Three-Way Piece: Points, 1967, Henry Moore, bronze sculpture. Located on the bridge over Amsterdam Avenue, it was a gift of the Miriam and Ira D. Wallach Foundation to the law school. Courtesy Miriam and Ira D. Wallach Art Gallery.
The Wallach organizes temporary exhibitions, usually three or four a year. Its mission is to provide a venue for graduate students and faculty, primarily those in art history, to develop shows related to their research, and to publish catalogs that disseminate, in a lasting way, the scholarship that goes into each exhibition. The Wallach provides opportunities for undergraduates as well, as a few are selected each year to gain exhibition experience and to develop educational programs for local high school students. Columbia’s master’s program in Modern Art and Curatorial Studies, a two-year program begun last fall under the leadership of Meyer Schapiro Professor of Modern Art Rosalind Krauss, a specialist in twentieth-century art, provides a separate opportunity for curatorial work. An internship at the Whitney Museum of American Art is built into the program, which will enable some graduate students to write their theses under the supervision of a Whitney curator, Krauss says.

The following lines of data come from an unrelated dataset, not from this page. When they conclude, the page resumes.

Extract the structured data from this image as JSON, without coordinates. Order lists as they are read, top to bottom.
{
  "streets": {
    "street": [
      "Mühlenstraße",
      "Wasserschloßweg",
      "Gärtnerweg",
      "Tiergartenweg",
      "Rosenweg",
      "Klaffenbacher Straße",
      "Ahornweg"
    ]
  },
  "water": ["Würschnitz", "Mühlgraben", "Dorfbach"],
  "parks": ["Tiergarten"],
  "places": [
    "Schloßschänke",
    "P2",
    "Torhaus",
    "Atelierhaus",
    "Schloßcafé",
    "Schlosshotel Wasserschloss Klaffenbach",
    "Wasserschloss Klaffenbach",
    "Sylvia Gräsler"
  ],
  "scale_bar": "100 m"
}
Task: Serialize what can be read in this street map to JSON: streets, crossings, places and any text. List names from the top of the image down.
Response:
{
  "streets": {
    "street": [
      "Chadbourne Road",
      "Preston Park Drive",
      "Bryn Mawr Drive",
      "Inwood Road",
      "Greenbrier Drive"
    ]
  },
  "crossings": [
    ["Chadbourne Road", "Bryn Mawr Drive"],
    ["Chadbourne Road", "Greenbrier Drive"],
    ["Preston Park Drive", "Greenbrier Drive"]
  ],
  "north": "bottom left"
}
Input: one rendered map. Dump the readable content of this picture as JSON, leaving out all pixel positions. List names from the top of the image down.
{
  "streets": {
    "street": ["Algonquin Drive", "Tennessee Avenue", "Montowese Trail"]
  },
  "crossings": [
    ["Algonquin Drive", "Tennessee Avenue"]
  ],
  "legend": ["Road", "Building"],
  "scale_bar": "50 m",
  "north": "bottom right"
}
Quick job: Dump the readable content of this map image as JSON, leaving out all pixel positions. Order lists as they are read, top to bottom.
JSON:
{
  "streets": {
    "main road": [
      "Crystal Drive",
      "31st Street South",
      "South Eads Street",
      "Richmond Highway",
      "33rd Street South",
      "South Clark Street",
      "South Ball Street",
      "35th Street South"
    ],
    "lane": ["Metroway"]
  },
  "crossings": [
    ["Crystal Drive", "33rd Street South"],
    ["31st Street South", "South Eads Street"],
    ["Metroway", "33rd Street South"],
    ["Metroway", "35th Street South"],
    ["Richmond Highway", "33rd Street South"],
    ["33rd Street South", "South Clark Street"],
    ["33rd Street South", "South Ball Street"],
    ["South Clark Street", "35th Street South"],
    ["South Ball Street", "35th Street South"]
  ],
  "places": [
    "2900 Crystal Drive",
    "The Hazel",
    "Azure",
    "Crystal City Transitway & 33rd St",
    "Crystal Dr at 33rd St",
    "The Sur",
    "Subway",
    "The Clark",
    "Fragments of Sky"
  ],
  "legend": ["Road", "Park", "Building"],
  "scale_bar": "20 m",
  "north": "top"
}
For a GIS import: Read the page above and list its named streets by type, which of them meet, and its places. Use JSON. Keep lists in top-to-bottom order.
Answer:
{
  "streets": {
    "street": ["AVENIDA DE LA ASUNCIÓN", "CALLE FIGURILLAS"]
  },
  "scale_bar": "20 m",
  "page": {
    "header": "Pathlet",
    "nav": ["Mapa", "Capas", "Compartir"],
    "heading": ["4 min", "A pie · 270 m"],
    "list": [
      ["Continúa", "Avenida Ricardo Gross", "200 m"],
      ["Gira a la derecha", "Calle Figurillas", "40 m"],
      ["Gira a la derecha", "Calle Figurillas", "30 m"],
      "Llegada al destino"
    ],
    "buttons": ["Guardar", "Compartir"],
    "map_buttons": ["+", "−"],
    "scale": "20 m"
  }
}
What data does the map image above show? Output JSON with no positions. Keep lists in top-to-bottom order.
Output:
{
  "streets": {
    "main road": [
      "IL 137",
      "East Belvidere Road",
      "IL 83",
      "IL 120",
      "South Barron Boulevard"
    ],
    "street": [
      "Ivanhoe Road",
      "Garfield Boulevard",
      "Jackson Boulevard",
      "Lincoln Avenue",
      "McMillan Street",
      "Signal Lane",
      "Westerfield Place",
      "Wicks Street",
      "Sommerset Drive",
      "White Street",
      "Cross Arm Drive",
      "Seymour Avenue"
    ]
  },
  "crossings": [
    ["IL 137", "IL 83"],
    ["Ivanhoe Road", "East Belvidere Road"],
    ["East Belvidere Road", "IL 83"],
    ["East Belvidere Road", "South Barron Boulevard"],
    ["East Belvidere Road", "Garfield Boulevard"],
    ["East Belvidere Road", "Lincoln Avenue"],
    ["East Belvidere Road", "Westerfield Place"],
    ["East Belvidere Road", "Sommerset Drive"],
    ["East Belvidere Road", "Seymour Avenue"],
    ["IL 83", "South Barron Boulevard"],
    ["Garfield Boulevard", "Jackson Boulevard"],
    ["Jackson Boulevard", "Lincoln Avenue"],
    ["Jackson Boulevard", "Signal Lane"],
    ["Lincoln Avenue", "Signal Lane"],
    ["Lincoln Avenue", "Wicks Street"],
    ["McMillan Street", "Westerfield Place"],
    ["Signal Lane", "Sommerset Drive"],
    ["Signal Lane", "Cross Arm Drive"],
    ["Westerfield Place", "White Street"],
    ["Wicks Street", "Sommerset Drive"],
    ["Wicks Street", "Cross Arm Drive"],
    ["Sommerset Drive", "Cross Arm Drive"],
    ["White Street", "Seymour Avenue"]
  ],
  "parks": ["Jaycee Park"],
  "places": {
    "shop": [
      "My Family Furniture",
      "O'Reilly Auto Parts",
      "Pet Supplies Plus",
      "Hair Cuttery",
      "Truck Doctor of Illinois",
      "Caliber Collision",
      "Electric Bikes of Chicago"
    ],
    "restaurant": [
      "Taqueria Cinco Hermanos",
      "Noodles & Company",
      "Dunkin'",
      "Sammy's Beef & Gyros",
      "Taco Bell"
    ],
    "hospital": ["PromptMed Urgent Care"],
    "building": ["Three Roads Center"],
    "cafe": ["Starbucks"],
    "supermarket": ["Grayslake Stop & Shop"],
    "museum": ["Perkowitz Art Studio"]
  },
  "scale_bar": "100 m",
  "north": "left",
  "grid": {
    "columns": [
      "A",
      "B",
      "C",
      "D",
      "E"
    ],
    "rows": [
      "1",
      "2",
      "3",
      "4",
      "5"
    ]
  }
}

The Wallach also provides a public arena for the display of the University’s substantial archival collections, many of which have broad appeal. In “Mastering McKim’s Plan,” celebrating the l00th anniversary of the Morningside Heights campus, designed by Charles McKim (the University originated on Park Place, near City Hall, and moved in the 1850s to what is now midtown), the gallery displayed gorgeous watercolors of the proposed buildings culled from the more than 400,000 works on paper housed at Columbia’s Avery Architectural and Fine Arts Library, as well as works from the New-York Historical Society and other collections. The catalog from that exhibition remains an important source for architects, architectural historians, and anyone interested in the history of Columbia.

Now up at the Wallach are nearly 90 prints by 11 visiting artists produced at Columbia’s LeRoy Neiman Center for Print Studies, in the School of the Arts. In the eight years since painter LeRoy Neiman endowed the professional printshop, such well-known contemporary artists as Eric Fischl, William Kentridge, Alexis Rockman, Kiki Smith, and Sarah Sze have created works there. New prints are regularly displayed in the Neiman Gallery, an exhibition space in Dodge Hall, but the current Wallach exhibition brings them all together for the first time.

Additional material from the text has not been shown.